Our previous studies showed that all 4 cleavage sites in DMP1 occur at the NH2 termini of aspartyl residues. In this investigation we tested whether Asp197 of mouse DMP1 is a key cleavage site residue, essential for initiating proteolytic processing of DMP1. Our findings showed that substitution of Asp197 by Ala197 blocked the proteolytic cleavage of DMP1, whereas the substitution of another cleavage site residue, Asp234, did not prevent proteolytic processing of DMP1. These findings further strengthened our theory that DMP1 processing is an activation step. Based on these observations, we envision thatcleavage at the NH2 terminus of Asp197 represents an initial, first-step scission in the whole cascade of DMP1 processing. It is likely that conformational changes after the initial cleavage at Asp197 expose other sites for the proteinase(s) to exert its scission; that is, breaking of the bond Ser196-Asp197 starts a chain of proteolytic events, resulting in cleavage of several other peptide bonds. Thus, the cleavage of the Ser196-Asp197 bond would be essential for the release of DMP1 fragments from the precursor, and this step would be critical for the biological functions of DMP1.

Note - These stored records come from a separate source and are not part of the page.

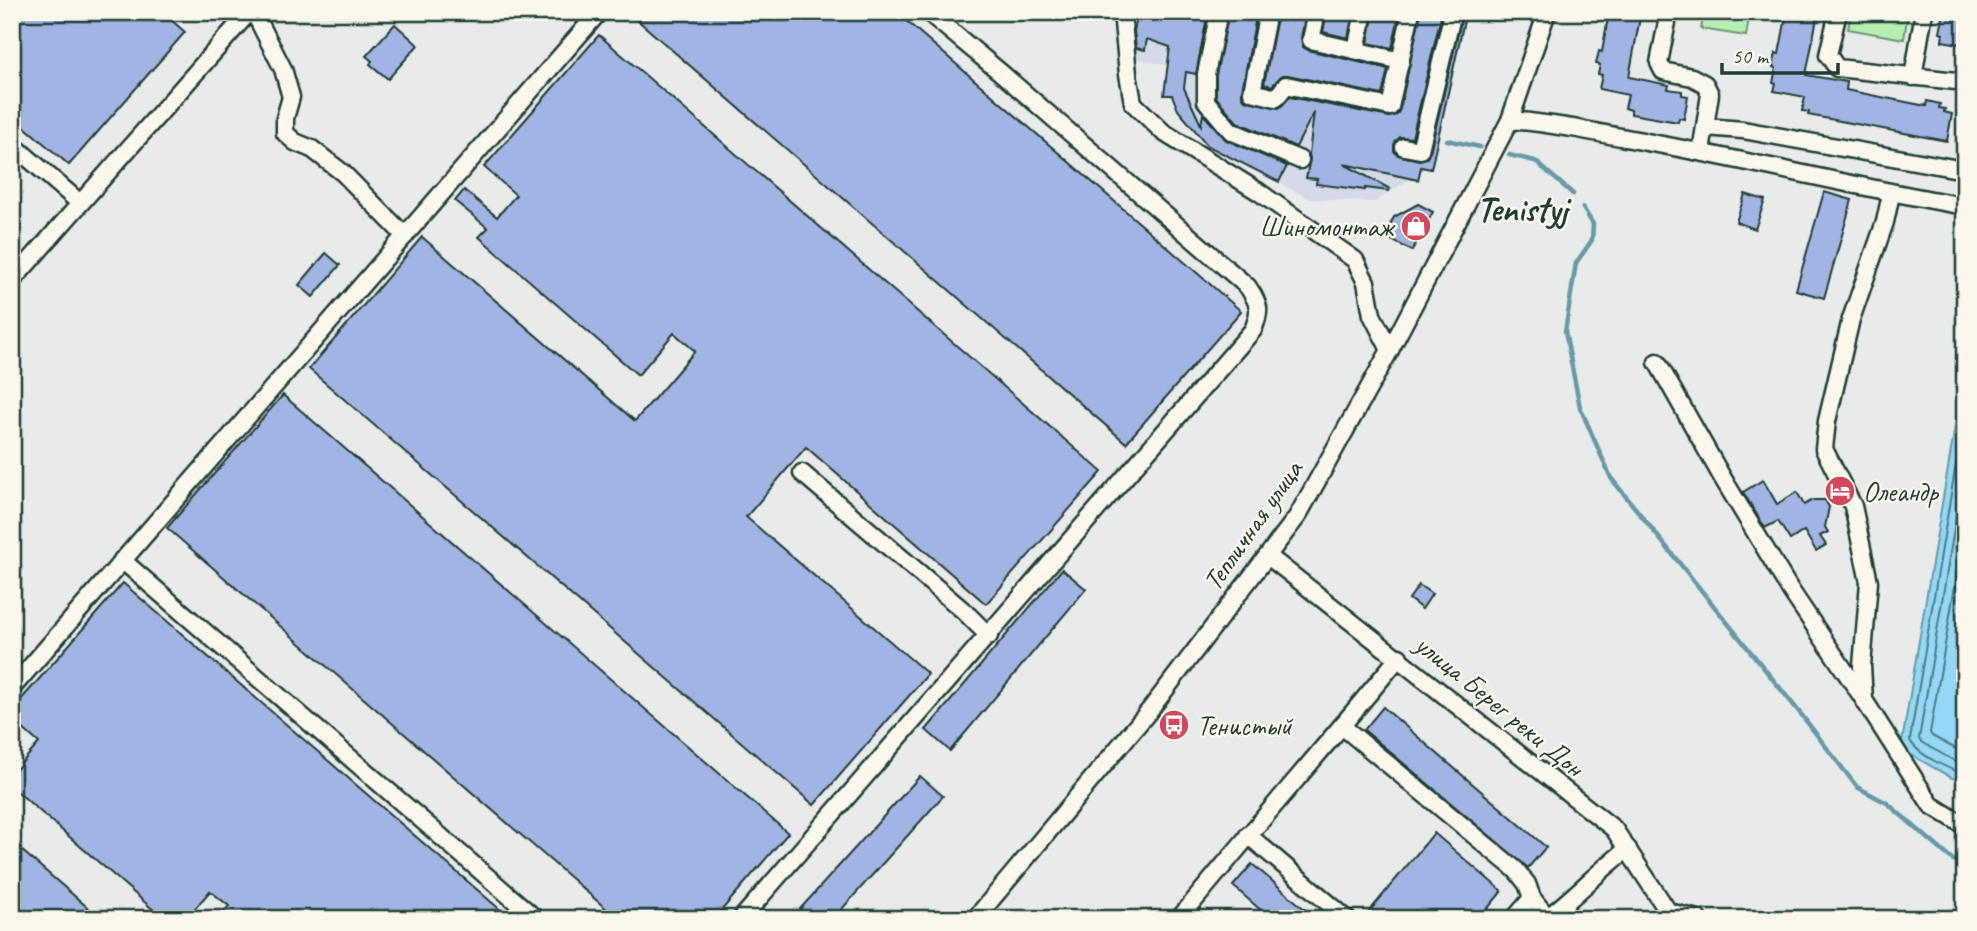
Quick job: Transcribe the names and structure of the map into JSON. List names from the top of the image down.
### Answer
{
  "streets": {
    "street": ["Тепличная улица", "улица Берег реки Дон"]
  },
  "crossings": [
    ["Тепличная улица", "улица Берег реки Дон"]
  ],
  "districts": ["Tenistyj"],
  "places": {
    "shop": ["Шиномонтаж"],
    "hotel": ["Олеандр"],
    "bus stop": ["Тенистый"]
  },
  "scale_bar": "50 m"
}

We did not detect DMP1 in the culture medium of nontransfected HEK-293 cells. The observation that normal DMP1 is processed in these cells indicated that the proteinase(s) responsible for cleaving DMP1 must exist in a very broad range of tissues or cells. However, the cleavage pattern of DMP1 in HEK-293 cells showed certain differences from that of DMP1 in bone or dentin ECM; in the latter 2 tissue compartments, DMP1 fragments appeared as clusters of bands indicating multiple cleavages, while the protein band pattern in the medium of HEK-293 cells suggested a single cleavage. It is possible that in the ECM of bone and dentin, more than 1 proteinase is involved in DMP1 processing. Further studies are warranted to identify the enzymes responsible for DMP1 processing.
A careful analysis of the amino acid sequence of mouse DMP1 shows that Ser89-Gly90 is 1 of only 2 Ser-Gly dipeptides, an amino acid motif specific for the attachment of GAG chains to serine. The finding that the S89G substitution completely eliminated the proteoglycan form of DMP1 confirmed that DMP1-PG has a single GAG chain linked to Ser89 in mouse DMP1. Future studies involving transgenic mice carrying the S89G mutant transgene may provide valuable information regarding the biological functions of the GAG chain.
This work was supported by NIH grant DE005092 (C.Q.).